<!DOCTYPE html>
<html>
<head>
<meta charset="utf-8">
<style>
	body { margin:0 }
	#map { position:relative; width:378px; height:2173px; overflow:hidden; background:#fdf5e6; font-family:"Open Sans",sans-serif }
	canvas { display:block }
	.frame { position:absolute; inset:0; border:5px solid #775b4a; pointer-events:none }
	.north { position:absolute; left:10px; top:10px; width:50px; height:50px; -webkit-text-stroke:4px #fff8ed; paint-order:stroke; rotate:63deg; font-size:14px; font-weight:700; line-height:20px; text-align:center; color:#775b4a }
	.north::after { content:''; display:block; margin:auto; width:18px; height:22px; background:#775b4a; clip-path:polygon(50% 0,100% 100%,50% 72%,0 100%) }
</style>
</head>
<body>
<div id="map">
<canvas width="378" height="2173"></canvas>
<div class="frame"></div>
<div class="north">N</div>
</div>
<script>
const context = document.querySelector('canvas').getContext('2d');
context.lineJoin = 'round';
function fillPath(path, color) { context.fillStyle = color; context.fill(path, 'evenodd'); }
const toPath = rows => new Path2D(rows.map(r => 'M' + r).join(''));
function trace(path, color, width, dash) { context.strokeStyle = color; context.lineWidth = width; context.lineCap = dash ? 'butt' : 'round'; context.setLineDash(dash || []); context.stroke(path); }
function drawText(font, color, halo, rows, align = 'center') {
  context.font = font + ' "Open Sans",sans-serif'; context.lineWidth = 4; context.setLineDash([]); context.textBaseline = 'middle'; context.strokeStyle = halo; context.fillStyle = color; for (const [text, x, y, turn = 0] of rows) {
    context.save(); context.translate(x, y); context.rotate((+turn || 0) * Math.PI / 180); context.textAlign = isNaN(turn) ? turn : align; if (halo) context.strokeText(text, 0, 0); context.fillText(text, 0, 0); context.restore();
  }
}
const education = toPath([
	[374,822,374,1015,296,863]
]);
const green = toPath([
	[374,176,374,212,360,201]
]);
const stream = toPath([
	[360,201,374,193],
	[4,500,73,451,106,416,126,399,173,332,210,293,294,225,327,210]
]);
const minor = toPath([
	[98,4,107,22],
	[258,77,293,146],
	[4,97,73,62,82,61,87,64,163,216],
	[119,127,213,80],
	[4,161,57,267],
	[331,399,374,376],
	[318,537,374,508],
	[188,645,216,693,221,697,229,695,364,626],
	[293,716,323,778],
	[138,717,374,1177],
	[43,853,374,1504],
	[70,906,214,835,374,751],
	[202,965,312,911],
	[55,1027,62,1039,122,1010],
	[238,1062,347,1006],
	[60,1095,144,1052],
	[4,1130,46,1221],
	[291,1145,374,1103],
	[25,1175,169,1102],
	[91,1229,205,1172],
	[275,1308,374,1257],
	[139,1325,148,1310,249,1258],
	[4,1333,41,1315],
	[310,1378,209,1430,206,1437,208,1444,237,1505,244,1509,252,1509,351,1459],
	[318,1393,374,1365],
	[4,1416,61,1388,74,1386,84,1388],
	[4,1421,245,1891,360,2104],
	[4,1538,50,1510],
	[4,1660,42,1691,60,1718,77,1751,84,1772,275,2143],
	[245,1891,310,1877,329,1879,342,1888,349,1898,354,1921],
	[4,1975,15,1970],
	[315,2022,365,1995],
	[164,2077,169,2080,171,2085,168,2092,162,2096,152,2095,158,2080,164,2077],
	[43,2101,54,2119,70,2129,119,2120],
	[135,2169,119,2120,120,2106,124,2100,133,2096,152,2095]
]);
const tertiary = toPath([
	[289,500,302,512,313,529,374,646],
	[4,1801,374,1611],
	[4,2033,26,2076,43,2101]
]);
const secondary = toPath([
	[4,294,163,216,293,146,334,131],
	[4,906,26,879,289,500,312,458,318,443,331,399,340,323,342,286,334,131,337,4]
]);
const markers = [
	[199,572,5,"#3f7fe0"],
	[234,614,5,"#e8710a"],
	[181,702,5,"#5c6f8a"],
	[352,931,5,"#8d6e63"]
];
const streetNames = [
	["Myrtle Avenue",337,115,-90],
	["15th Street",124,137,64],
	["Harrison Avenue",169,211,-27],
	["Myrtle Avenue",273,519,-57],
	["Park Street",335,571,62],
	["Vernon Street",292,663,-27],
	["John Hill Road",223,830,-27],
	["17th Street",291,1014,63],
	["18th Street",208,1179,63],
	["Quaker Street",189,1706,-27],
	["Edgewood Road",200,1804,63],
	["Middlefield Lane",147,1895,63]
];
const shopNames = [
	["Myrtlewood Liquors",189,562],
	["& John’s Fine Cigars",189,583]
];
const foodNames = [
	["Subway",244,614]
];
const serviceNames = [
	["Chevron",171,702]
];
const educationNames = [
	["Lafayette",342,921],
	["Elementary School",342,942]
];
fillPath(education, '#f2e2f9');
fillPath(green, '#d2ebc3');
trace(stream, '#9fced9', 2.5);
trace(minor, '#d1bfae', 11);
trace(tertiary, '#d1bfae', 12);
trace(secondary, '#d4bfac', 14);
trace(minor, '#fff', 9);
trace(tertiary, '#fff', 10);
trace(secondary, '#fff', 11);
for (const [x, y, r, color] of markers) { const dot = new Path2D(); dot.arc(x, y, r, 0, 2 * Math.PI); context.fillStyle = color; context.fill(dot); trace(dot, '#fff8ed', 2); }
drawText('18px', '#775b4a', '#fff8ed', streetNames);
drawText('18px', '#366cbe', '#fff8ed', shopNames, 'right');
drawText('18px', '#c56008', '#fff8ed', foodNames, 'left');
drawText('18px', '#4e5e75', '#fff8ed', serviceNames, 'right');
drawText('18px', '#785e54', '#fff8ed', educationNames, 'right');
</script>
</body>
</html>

Task brief: Only lines holding the word "setLineDash" belong in the answer; copy all of them from the records.

Output of the exercise:
function trace(path, color, width, dash) { context.strokeStyle = color; context.lineWidth = width; context.lineCap = dash ? 'butt' : 'round'; context.setLineDash(dash || []); context.stroke(path); }
  context.font = font + ' "Open Sans",sans-serif'; context.lineWidth = 4; context.setLineDash([]); context.textBaseline = 'middle'; context.strokeStyle = halo; context.fillStyle = color; for (const [text, x, y, turn = 0] of rows) {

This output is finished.